Open sebwurl opened 1 month ago

sebwurl commented 1 month ago

With version 2.0.94 I'm experiencing more entity flipping than expected.

A DSM entity stopped sending data (thresholds are 3600/3600). image

The delay breach at ~19:45 was detected and it flipped to red. At ~00:00 the entity started sending data again. Events arrive with a latency, so it flips to red again. That is what I expect. I don't understand why it keeps flipping to red afterwards until 04:00. image This just shows flipping to red by anomaly reason, to verify that it is always the latency. image

The chart from the first screenshot does not show any long lasting latency. Even when I drill down the underlying search and adjust time timespan to 1m, I don't see a reason to flip to red:

| mstats avg(trackme.splk.feeds.lag_event_sec) as lag_event_sec, avg(trackme.splk.feeds.latest_eventcount_5m) as latest_eventcount_5m, avg(trackme.splk.feeds.latest_dcount_host_5m) as latest_dcount_host_5m, avg(trackme.splk.feeds.avg_latency_5m) as avg_latency_5m wheretrackme_metrics_idx()tenant_id="<my_tenant>" object_category="splk-dsm" object="<myobject>" by object span=5m | timechart span=1m avg(avg_latency_5m) as avg_latency_5m, avg(latest_eventcount_5m) as latest_eventcount_5m, avg(latest_dcount_host_5m) as latest_dcount_host_5m, avg(lag_event_sec) as lag_event_sec | fields _time, avg_latency_5m

image

Do you have an idea why this could happen?
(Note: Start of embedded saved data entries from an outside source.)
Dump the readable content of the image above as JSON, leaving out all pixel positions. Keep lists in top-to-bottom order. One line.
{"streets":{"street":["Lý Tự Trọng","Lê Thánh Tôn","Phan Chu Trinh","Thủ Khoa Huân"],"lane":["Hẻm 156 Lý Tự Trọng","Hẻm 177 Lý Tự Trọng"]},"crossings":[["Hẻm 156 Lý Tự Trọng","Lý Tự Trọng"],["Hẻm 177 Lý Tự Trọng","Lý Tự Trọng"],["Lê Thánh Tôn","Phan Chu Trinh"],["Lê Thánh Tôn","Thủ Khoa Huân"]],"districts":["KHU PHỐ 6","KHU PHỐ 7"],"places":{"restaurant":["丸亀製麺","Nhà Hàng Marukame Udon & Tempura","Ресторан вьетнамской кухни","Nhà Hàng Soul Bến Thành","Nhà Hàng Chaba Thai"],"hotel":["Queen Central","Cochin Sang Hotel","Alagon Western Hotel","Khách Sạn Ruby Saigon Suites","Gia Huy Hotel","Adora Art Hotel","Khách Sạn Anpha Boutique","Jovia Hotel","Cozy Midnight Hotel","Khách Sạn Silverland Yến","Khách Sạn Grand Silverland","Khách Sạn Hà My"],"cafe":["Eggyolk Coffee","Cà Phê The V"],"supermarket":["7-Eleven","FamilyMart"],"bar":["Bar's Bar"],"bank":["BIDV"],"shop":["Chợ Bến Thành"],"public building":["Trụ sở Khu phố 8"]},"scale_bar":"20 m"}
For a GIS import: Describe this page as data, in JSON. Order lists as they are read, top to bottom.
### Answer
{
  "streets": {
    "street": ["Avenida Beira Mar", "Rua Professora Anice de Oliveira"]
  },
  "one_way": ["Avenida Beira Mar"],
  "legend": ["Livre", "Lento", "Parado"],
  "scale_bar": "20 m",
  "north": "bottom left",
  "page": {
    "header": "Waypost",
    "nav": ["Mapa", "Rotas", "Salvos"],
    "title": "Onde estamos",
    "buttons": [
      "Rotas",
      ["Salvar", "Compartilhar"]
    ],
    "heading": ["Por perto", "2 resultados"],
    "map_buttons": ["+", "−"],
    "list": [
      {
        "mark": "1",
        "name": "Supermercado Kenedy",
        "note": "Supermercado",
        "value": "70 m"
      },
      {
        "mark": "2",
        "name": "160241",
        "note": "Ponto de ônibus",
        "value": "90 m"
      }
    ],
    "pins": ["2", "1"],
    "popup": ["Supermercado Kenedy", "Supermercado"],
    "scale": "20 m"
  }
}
guilhemmarchand commented 1 month ago

Hi @sebwurl

Right that is interesting.

The chart from the first screenshot does not show any long lasting latency. Even when I drill down the underlying search and adjust time timespan to 1m, I don't see a reason to flip to red:

| mstats avg(trackme.splk.feeds.lag_event_sec) as lag_event_sec, avg(trackme.splk.feeds.latest_eventcount_5m) as latest_eventcount_5m, avg(trackme.splk.feeds.latest_dcount_host_5m) as latest_dcount_host_5m, avg(trackme.splk.feeds.avg_latency_5m) as avg_latency_5m where trackme_metrics_idx() tenant_id="" object_category="splk-dsm" object="" by object span=5m | timechart span=1m avg(avg_latency_5m) as avg_latency_5m, avg(latest_eventcount_5m) as latest_eventcount_5m, avg(latest_dcount_host_5m) as latest_dcount_host_5m, avg(lag_event_sec) as lag_event_sec | fields _time, avg_latency_5m

If the reason why it was flipping was latency breaches, these would be more the latency related KPIs than the delay, one guess would be that while backfilling, the source is receiving a mix of real time / quasi real time events and older produced events, can you run this against that period of time:

| mstats 
avg(trackme.splk.feeds.avg_latency_5m) as avg_latency_5m, avg(trackme.splk.feeds.latest_latency_5m) as latest_latency_5m, avg(trackme.splk.feeds.perc95_latency_5m) as perc95_latency_5m, avg(trackme.splk.feeds.stdev_latency_5m) as stdev_latency_5m,
max(trackme.splk.feeds.avg_latency_5m) as max_avg_latency_5m, max(trackme.splk.feeds.latest_latency_5m) as max_latest_latency_5m, max(trackme.splk.feeds.perc95_latency_5m) as max_perc95_latency_5m, max(trackme.splk.feeds.stdev_latency_5m) as max_stdev_latency_5m
where `trackme_metrics_idx(feeds-not-sec)`tenant_id="<mytenant>" object_category="splk-dsm" object="<myobject>" by object span=5m 

| timechart span=5m first(*) as "*"

This would produce/show peaks of latency detected during the period.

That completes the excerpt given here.